EXERCISE AIM
If a line of the records contains the string "Puccini", copy it out.

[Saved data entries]
********************
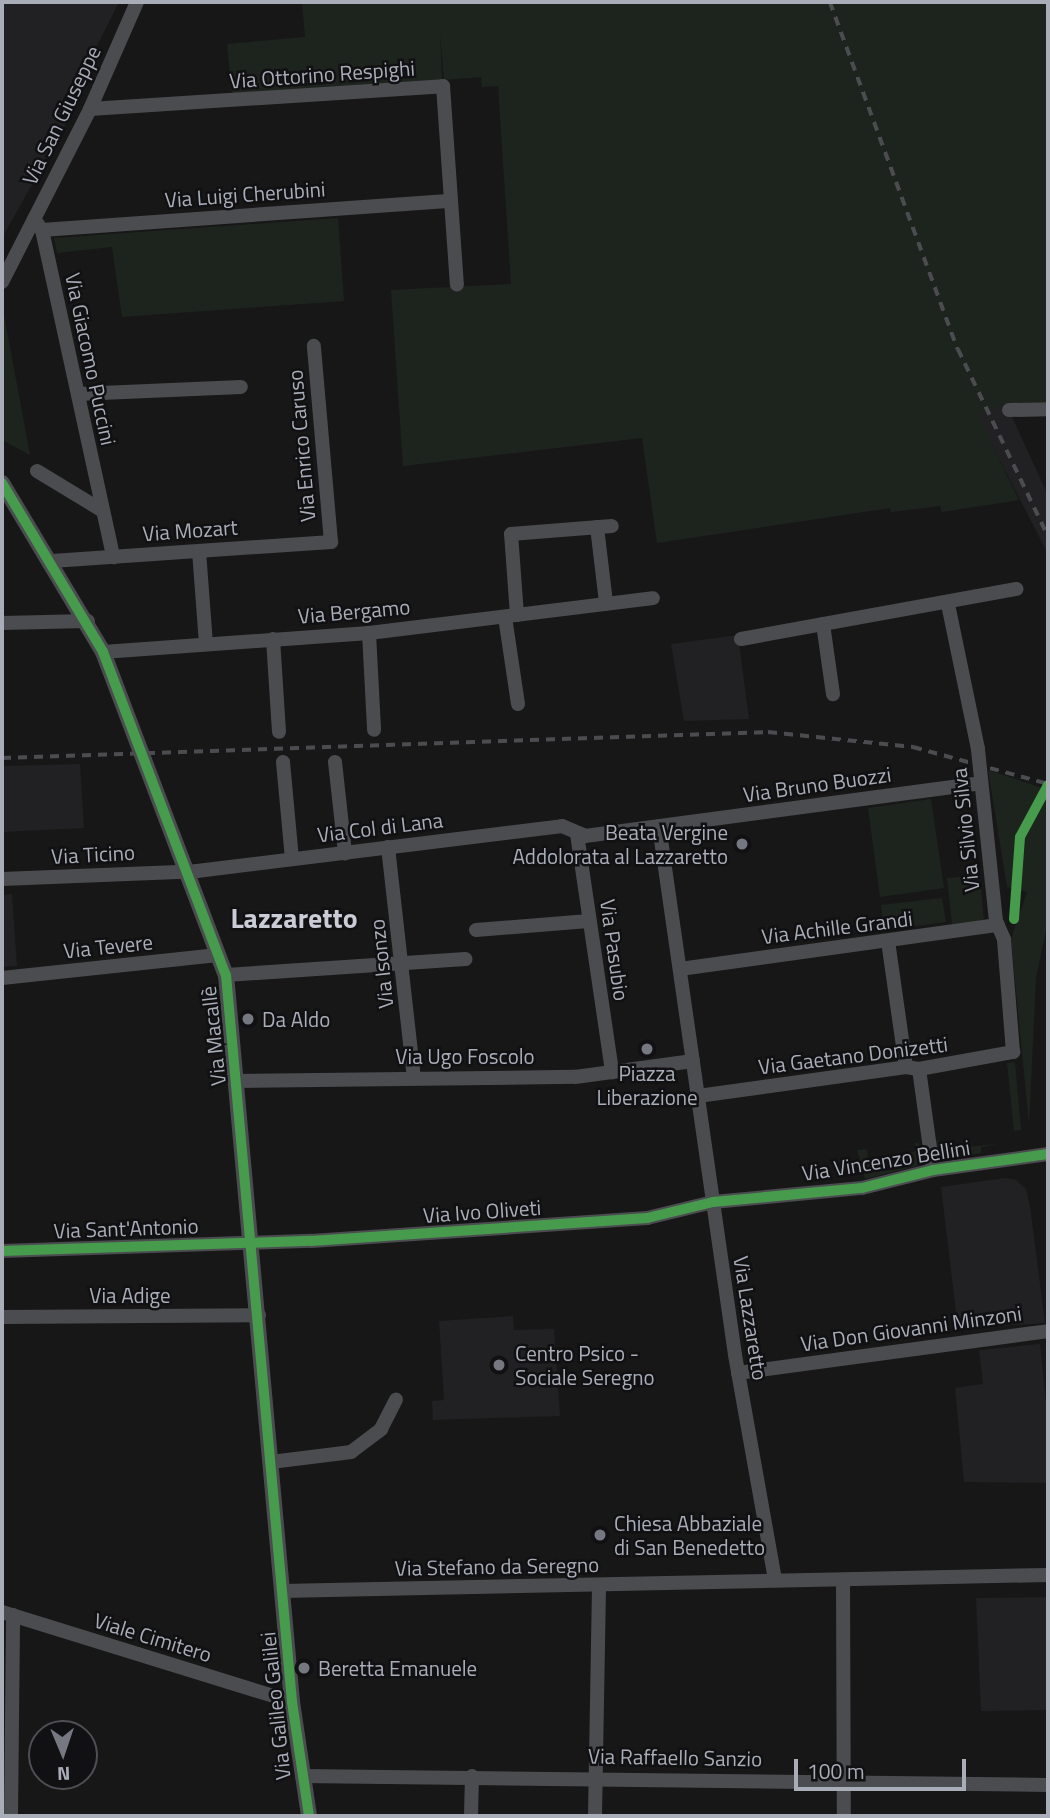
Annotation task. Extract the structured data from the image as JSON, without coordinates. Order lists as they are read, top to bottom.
{
  "streets": {
    "street": [
      "Via Ottorino Respighi",
      "Via San Giuseppe",
      "Via Luigi Cherubini",
      "Via Giacomo Puccini",
      "Via Enrico Caruso",
      "Via Mozart",
      "Via Bergamo",
      "Via Bruno Buozzi",
      "Via Col di Lana",
      "Via Silvio Silva",
      "Via Ticino",
      "Via Achille Grandi",
      "Via Tevere",
      "Via Pasubio",
      "Via Isonzo",
      "Via Macallè",
      "Via Gaetano Donizetti",
      "Via Ugo Foscolo",
      "Via Vincenzo Bellini",
      "Via Ivo Oliveti",
      "Via Sant'Antonio",
      "Via Adige",
      "Via Lazzaretto",
      "Via Don Giovanni Minzoni",
      "Via Stefano da Seregno",
      "Viale Cimitero",
      "Via Galileo Galilei",
      "Via Raffaello Sanzio"
    ]
  },
  "crossings": [
    ["Via Ottorino Respighi", "Via San Giuseppe"],
    ["Via Ottorino Respighi", "Via Luigi Cherubini"],
    ["Via San Giuseppe", "Via Luigi Cherubini"],
    ["Via San Giuseppe", "Via Giacomo Puccini"],
    ["Via Luigi Cherubini", "Via Giacomo Puccini"],
    ["Via Giacomo Puccini", "Via Mozart"],
    ["Via Enrico Caruso", "Via Mozart"],
    ["Via Mozart", "Via Macallè"],
    ["Via Bergamo", "Via Macallè"],
    ["Via Bruno Buozzi", "Via Col di Lana"],
    ["Via Bruno Buozzi", "Via Silvio Silva"],
    ["Via Bruno Buozzi", "Via Pasubio"],
    ["Via Col di Lana", "Via Ticino"],
    ["Via Col di Lana", "Via Pasubio"],
    ["Via Col di Lana", "Via Isonzo"],
    ["Via Col di Lana", "Via Macallè"],
    ["Via Silvio Silva", "Via Achille Grandi"],
    ["Via Silvio Silva", "Via Gaetano Donizetti"],
    ["Via Ticino", "Via Macallè"],
    ["Via Tevere", "Via Macallè"],
    ["Via Pasubio", "Via Ugo Foscolo"],
    ["Via Isonzo", "Via Ugo Foscolo"],
    ["Via Macallè", "Via Ugo Foscolo"],
    ["Via Macallè", "Via Ivo Oliveti"],
    ["Via Macallè", "Via Sant'Antonio"],
    ["Via Macallè", "Via Adige"],
    ["Via Macallè", "Via Stefano da Seregno"],
    ["Via Macallè", "Via Galileo Galilei"],
    ["Via Gaetano Donizetti", "Via Lazzaretto"],
    ["Via Ugo Foscolo", "Via Lazzaretto"],
    ["Via Vincenzo Bellini", "Via Ivo Oliveti"],
    ["Via Vincenzo Bellini", "Via Lazzaretto"],
    ["Via Ivo Oliveti", "Via Sant'Antonio"],
    ["Via Ivo Oliveti", "Via Lazzaretto"],
    ["Via Lazzaretto", "Via Don Giovanni Minzoni"],
    ["Via Lazzaretto", "Via Stefano da Seregno"],
    ["Via Stefano da Seregno", "Via Galileo Galilei"],
    ["Viale Cimitero", "Via Galileo Galilei"],
    ["Via Galileo Galilei", "Via Raffaello Sanzio"]
  ],
  "districts": ["Lazzaretto"],
  "places": [
    "Beata Vergine Addolorata al Lazzaretto",
    "Da Aldo",
    "Piazza Liberazione",
    "Centro Psico - Sociale Seregno",
    "Chiesa Abbaziale di San Benedetto",
    "Beretta Emanuele"
  ],
  "scale_bar": "100 m",
  "north": "bottom"
}
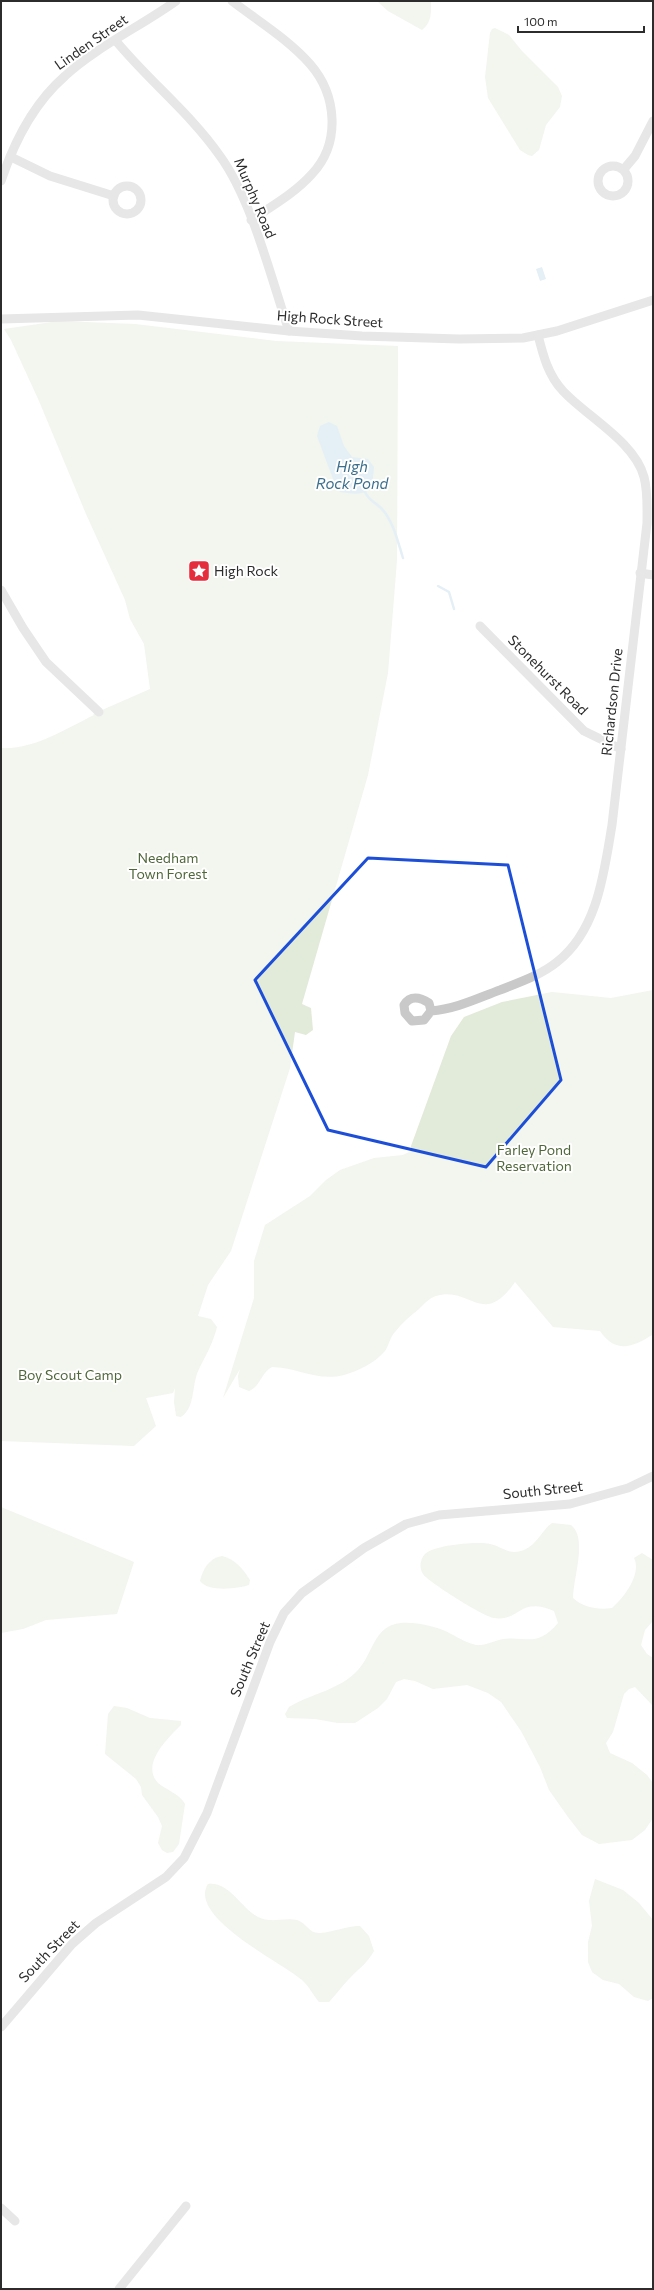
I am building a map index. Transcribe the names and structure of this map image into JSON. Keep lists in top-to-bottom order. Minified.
{"streets":{"street":["Linden Street","Murphy Road","High Rock Street","Stonehurst Road","Richardson Drive","South Street"]},"crossings":[["Linden Street","Murphy Road"],["Murphy Road","High Rock Street"],["High Rock Street","Richardson Drive"],["Stonehurst Road","Richardson Drive"]],"water":["High Rock Pond"],"parks":["Needham Town Forest","Farley Pond Reservation","Boy Scout Camp"],"places":{"place":["High Rock"]},"scale_bar":"100 m"}
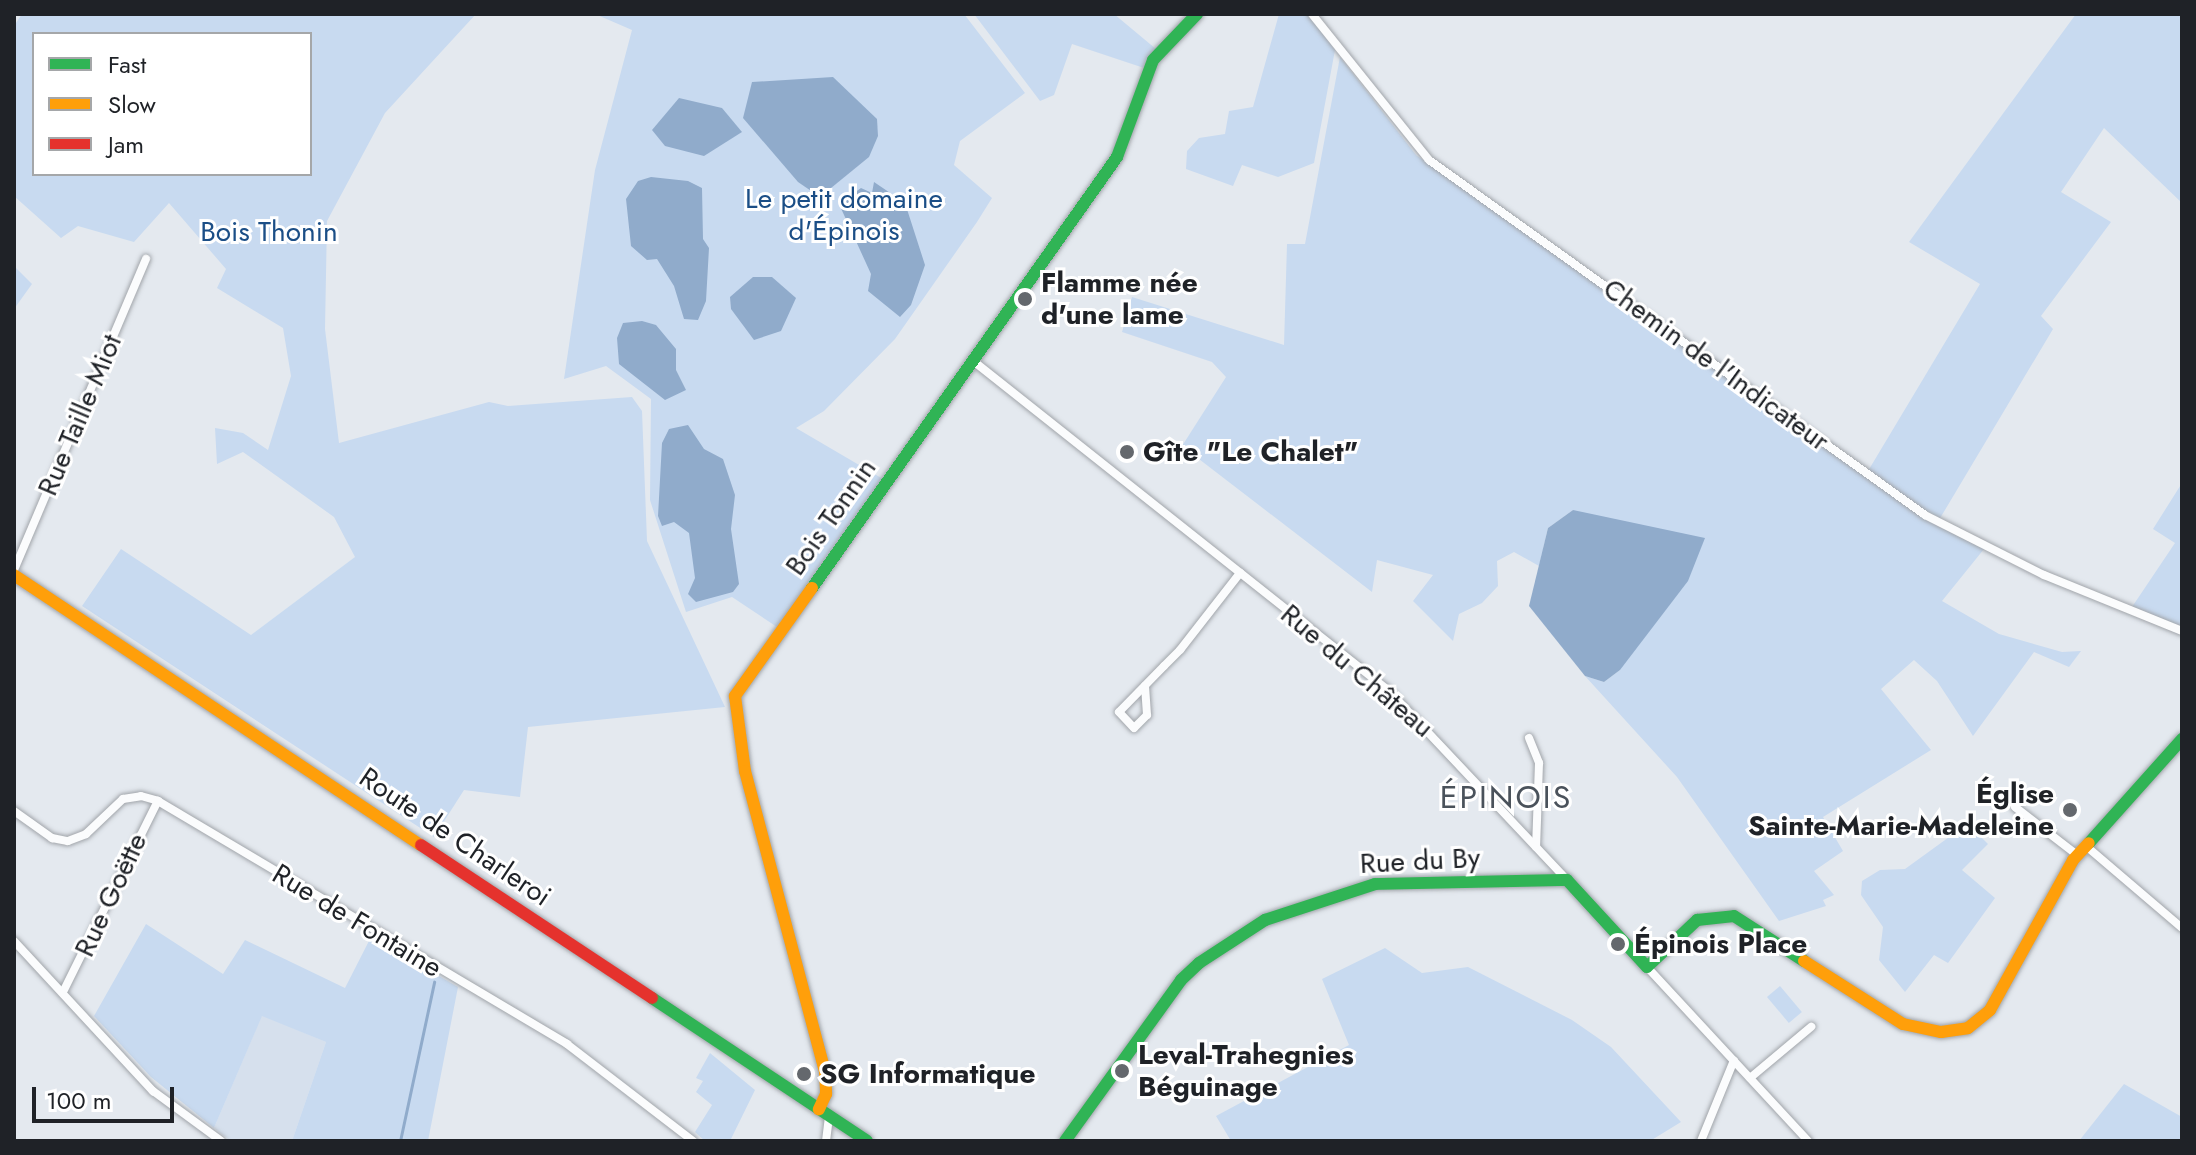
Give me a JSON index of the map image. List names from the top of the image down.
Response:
{
  "streets": {
    "street": [
      "Chemin de l'Indicateur",
      "Rue Taille Miot",
      "Bois Tonnin",
      "Rue du Château",
      "Route de Charleroi",
      "Rue du By",
      "Rue Goëtte",
      "Rue de Fontaine"
    ]
  },
  "crossings": [
    ["Rue Taille Miot", "Route de Charleroi"],
    ["Bois Tonnin", "Rue du Château"],
    ["Bois Tonnin", "Route de Charleroi"],
    ["Rue du Château", "Rue du By"],
    ["Rue Goëtte", "Rue de Fontaine"]
  ],
  "districts": ["ÉPINOIS"],
  "parks": ["Le petit domaine d'Épinois", "Bois Thonin"],
  "places": [
    "Flamme née d'une lame",
    "Gîte \"Le Chalet\"",
    "Église Sainte-Marie-Madeleine",
    "Épinois Place",
    "Leval-Trahegnies Béguinage",
    "SG Informatique"
  ],
  "legend": ["Fast", "Slow", "Jam"],
  "scale_bar": "100 m"
}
********************
SOLUTION TO THE EXERCISE
      "Via Giacomo Puccini",
    ["Via San Giuseppe", "Via Giacomo Puccini"],
    ["Via Luigi Cherubini", "Via Giacomo Puccini"],
    ["Via Giacomo Puccini", "Via Mozart"],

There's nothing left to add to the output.